───── Records for the task ─────

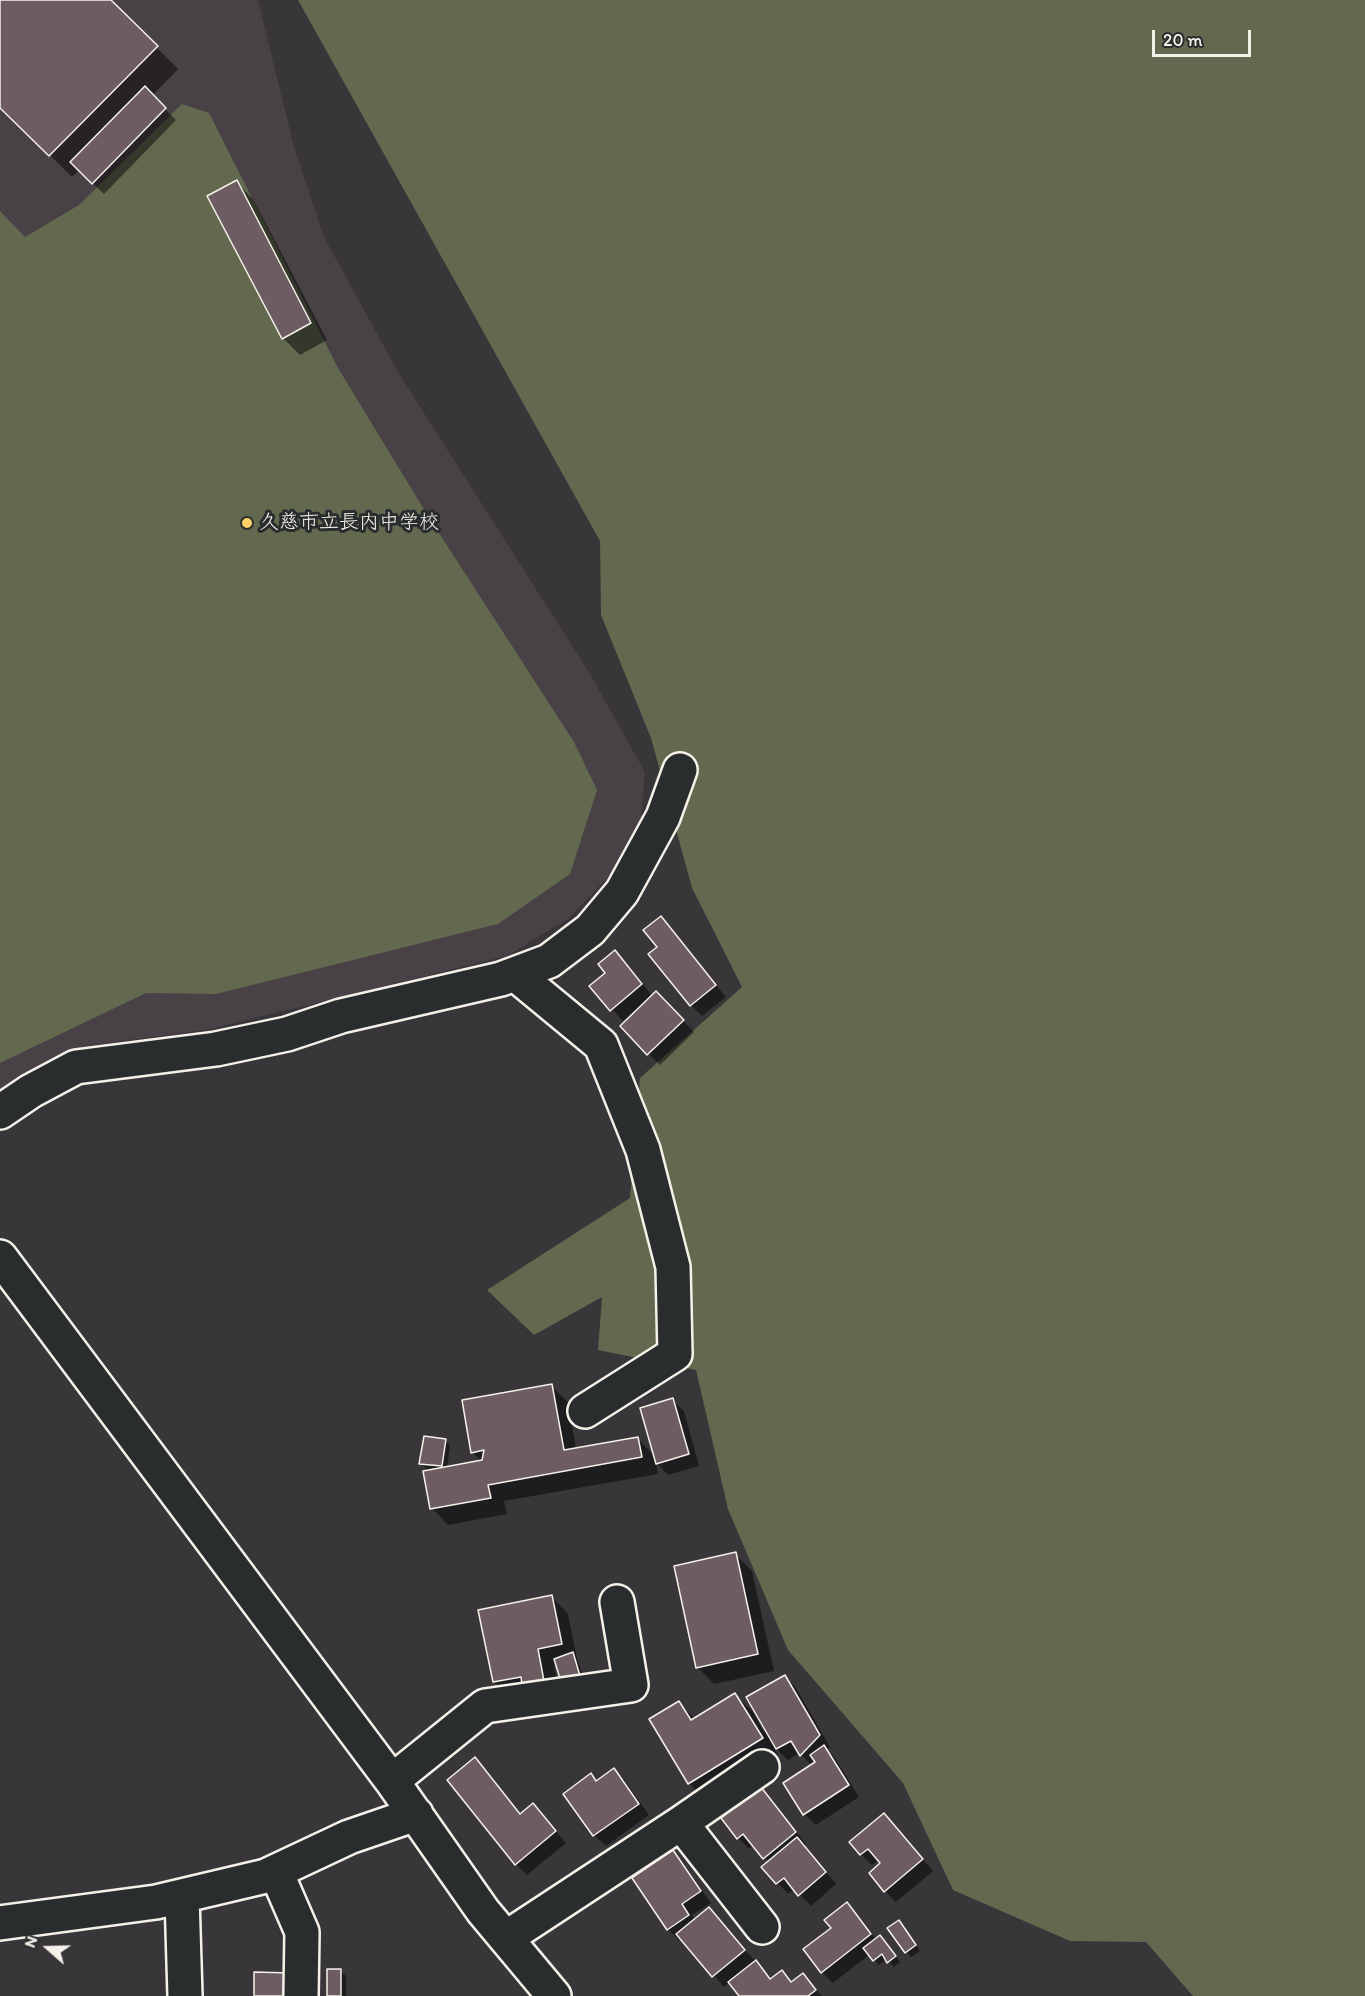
<!DOCTYPE html>
<html>
<head>
<meta charset="utf-8">
<style>
	body { margin:0 }
	#map { position:relative; width:1365px; height:1996px; overflow:hidden; background:#383639; font-family:Itim,sans-serif }
	canvas { display:block }
	.north { position:absolute; left:18px; top:1918px; width:60px; height:60px; -webkit-text-stroke:4px #2a2d2e; paint-order:stroke; rotate:290deg; font-size:16px; font-weight:700; line-height:24px; text-align:center; color:#f4f1e8 }
	.north::after { content:''; display:block; margin:auto; width:21px; height:27px; background:#f4f1e8; clip-path:polygon(50% 0,100% 100%,50% 72%,0 100%) }
	.scale { position:absolute; left:1152px; top:30px; width:99px; height:27px; box-sizing:border-box; border:3px solid #f4f1e8; border-top:0; padding-left:8px; font-size:18px; line-height:21px; white-space:nowrap; color:#f4f1e8; -webkit-text-stroke:4px #2a2d2e; paint-order:stroke }
</style>
</head>
<body>
<div id="map">
<canvas width="1365" height="1996"></canvas>
<div class="north">N</div>
<div class="scale">20 m</div>
</div>
<script>
const g = document.querySelector('canvas').getContext('2d');
g.lineJoin = 'round';
function paint(path, color) {
  g.fillStyle = color;
  g.fill(path, 'evenodd');
}
function poly(rows) {
  const path = new Path2D();
  for (const r of rows) {
    path.moveTo(r[0], r[1]);
    for (let i = 2; i < r.length; i += 2) path.lineTo(r[i], r[i + 1]);
  }
  return path;
}
function strokePath(path, color, width, dash) {
  g.strokeStyle = color;
  g.lineWidth = width;
  g.lineCap = dash ? 'butt' : 'round';
  g.setLineDash(dash || []);
  g.stroke(path);
}
function drawText(font, color, halo, rows, align = 'center') {
  g.font = font + ' Itim,"Klee One",sans-serif';
  g.lineWidth = 6;
  g.setLineDash([]);
  g.textBaseline = 'middle';
  g.strokeStyle = halo;
  g.fillStyle = color;
  for (const [text, x, y, turn = 0] of rows) {
    g.save();
    g.translate(x, y);
    g.rotate((+turn || 0) * Math.PI / 180);
    g.textAlign = isNaN(turn) ? turn : align;
    if (halo) g.strokeText(text, 0, 0);
    g.fillText(text, 0, 0);
    g.restore();
  }
}
paint(poly([
	[0,0,258,0,294,147,324,237,398,372,590,674,645,772,641,821,613,872,568,919,507,956,206,1030,84,1046,0,1089]
]), '#484146');
paint(poly([
	[298,0,1365,0,1365,1996,1193,1996,1146,1942,1070,1941,953,1890,903,1783,788,1650,728,1509,696,1370,598,1350,602,1297,534,1335,487,1290,630,1198,640,1078,742,987,692,888,651,738,601,615,600,541],
	[182,104,209,113,338,368,428,516,574,742,597,790,570,874,498,924,216,994,146,993,0,1063,0,211,25,237,79,205]
]), '#62694f');
paint(poly([
	[0,0,109,0,178,69,152,96,176,120,104,194,79,170,72,177,0,106],
	[236,182,253,199,327,340,300,355,283,338],
	[661,918,726,997,702,1016,691,1005,659,947],
	[626,963,653,997,667,1004,694,1032,660,1065,622,1026,636,1013,634,1011,623,1021,592,986,607,973],
	[551,1386,568,1402,576,1449,637,1438,655,1456,672,1400,684,1411,699,1466,668,1475,656,1462,658,1474,504,1501,507,1514,448,1525,432,1508,429,1471,421,1464,445,1440,450,1446,447,1468,482,1462,472,1452],
	[735,1554,752,1571,774,1671,714,1684,697,1667],
	[552,1597,568,1614,577,1658,585,1681,557,1665,554,1666,560,1697,511,1698,494,1681],
	[785,1676,796,1688,830,1747,827,1750,835,1758,859,1797,816,1825,804,1814,812,1766,800,1753,788,1760,773,1745,778,1756,706,1800,689,1783,679,1703,695,1719,735,1695,752,1711,764,1732,766,1730],
	[614,1770,625,1781,649,1815,606,1846,594,1835,565,1794,591,1775,597,1782],
	[486,1771,521,1815,533,1805,566,1843,527,1875,516,1864],
	[761,1789,772,1800,806,1844,804,1846,836,1884,811,1906,795,1889,788,1894,763,1867,769,1862,754,1845,749,1849,738,1838],
	[895,1826,933,1871,896,1902,885,1891,882,1864,879,1860,872,1865,861,1854],
	[672,1852,683,1863,711,1903,692,1915,695,1920,709,1909,771,1979,782,1972,793,1983,803,1975,822,1996,740,1996,730,1982,724,1987,682,1938,679,1940,668,1929],
	[847,1904,876,1939,885,1942,900,1962,894,1967,887,1959,879,1965,870,1954,833,1983,822,1972,833,1928],
	[904,1927,920,1951,911,1957,889,1929],
	[340,1971,346,1976,346,1996,328,1996]
]), '#0007');
const building = poly([
	[0,0,111,0,158,46,49,156,0,108,0,0],
	[145,86,166,108,92,184,70,162,145,86],
	[237,180,311,323,282,339,207,196,237,180],
	[661,916,716,985,690,1006,648,954,657,947,643,930,661,916],
	[615,950,642,984,610,1011,589,986,605,973,598,964,615,950],
	[656,991,684,1020,647,1055,620,1026,656,991],
	[552,1384,564,1450,638,1437,642,1457,488,1485,491,1498,430,1509,423,1471,482,1460,484,1450,471,1453,462,1400,552,1384],
	[673,1398,689,1454,656,1464,640,1408,673,1398],
	[424,1436,446,1439,442,1466,419,1464,424,1436],
	[736,1552,758,1654,696,1668,674,1566,736,1552],
	[552,1595,562,1644,538,1649,544,1681,522,1685,521,1677,493,1682,478,1610,552,1595],
	[573,1652,580,1676,561,1682,554,1659,573,1652],
	[785,1675,820,1735,800,1756,791,1741,776,1749,746,1697,785,1675],
	[735,1693,763,1738,688,1784,649,1719,679,1701,691,1720,735,1693],
	[824,1745,849,1785,803,1815,783,1783,815,1762,810,1755,824,1745],
	[475,1757,520,1814,533,1803,556,1831,515,1865,447,1780,475,1757],
	[614,1768,639,1804,593,1836,563,1794,591,1773,596,1781,614,1768],
	[761,1787,796,1832,763,1859,743,1834,737,1839,721,1818,761,1787],
	[884,1813,923,1859,884,1892,869,1873,880,1863,868,1849,860,1855,849,1842,884,1813],
	[797,1837,826,1872,798,1896,784,1878,776,1884,761,1867,797,1837],
	[673,1850,701,1891,682,1904,689,1915,667,1930,632,1878,673,1850],
	[847,1902,871,1934,821,1973,803,1949,831,1928,824,1920,847,1902],
	[709,1907,745,1950,712,1977,676,1934,709,1907],
	[899,1920,916,1945,905,1953,887,1928,899,1920],
	[880,1935,896,1956,887,1963,882,1954,873,1961,863,1948,880,1935],
	[756,1960,770,1979,782,1970,791,1982,803,1973,816,1990,808,1996,739,1996,728,1982,756,1960],
	[327,1969,341,1969,341,1996,327,1996,327,1969],
	[254,1972,291,1973,291,1996,254,1996,254,1972]
]);
paint(building, '#6e5c63');
strokePath(building, '#f4f1e8', 1.5);
const minor = poly([
	[515,974,601,1045,643,1150,673,1267,675,1354,585,1411],
	[0,1112,31,1091,76,1067,216,1049,287,1034,341,1016,501,979,549,961,590,930,622,892,663,817,680,770],
	[0,1257,392,1781,483,1911,554,1996],
	[392,1781,485,1706,631,1685,617,1602],
	[681,1823,762,1767],
	[276,1872,302,1932,301,1996],
	[182,1897,185,1996],
	[0,1923,156,1902,266,1876,349,1837,416,1814],
	[506,1938,681,1823,762,1927]
]);
strokePath(minor, '#f4f1e8', 38);
strokePath(minor, '#2a2d2e', 33);
for (const [x, y, r, color] of [
	[247,523,6,"#ffd166"]
]) {
  const dot = new Path2D();
  dot.arc(x, y, r, 0, 2 * Math.PI);
  g.fillStyle = color;
  g.fill(dot);
  strokePath(dot, '#2a2d2e', 2);
}
drawText('20px', '#f4f1e8', '#2a2d2e', [
	["久慈市立長内中学校",259,523]
], 'left');
</script>
</body>
</html>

─────

Quote only what lies between the first line of the records and the line containing "position:absolute; left:18px; top:1918px;", please, including both lines and excluding images.

<!DOCTYPE html>
<html>
<head>
<meta charset="utf-8">
<style>
	body { margin:0 }
	#map { position:relative; width:1365px; height:1996px; overflow:hidden; background:#383639; font-family:Itim,sans-serif }
	canvas { display:block }
	.north { position:absolute; left:18px; top:1918px; width:60px; height:60px; -webkit-text-stroke:4px #2a2d2e; paint-order:stroke; rotate:290deg; font-size:16px; font-weight:700; line-height:24px; text-align:center; color:#f4f1e8 }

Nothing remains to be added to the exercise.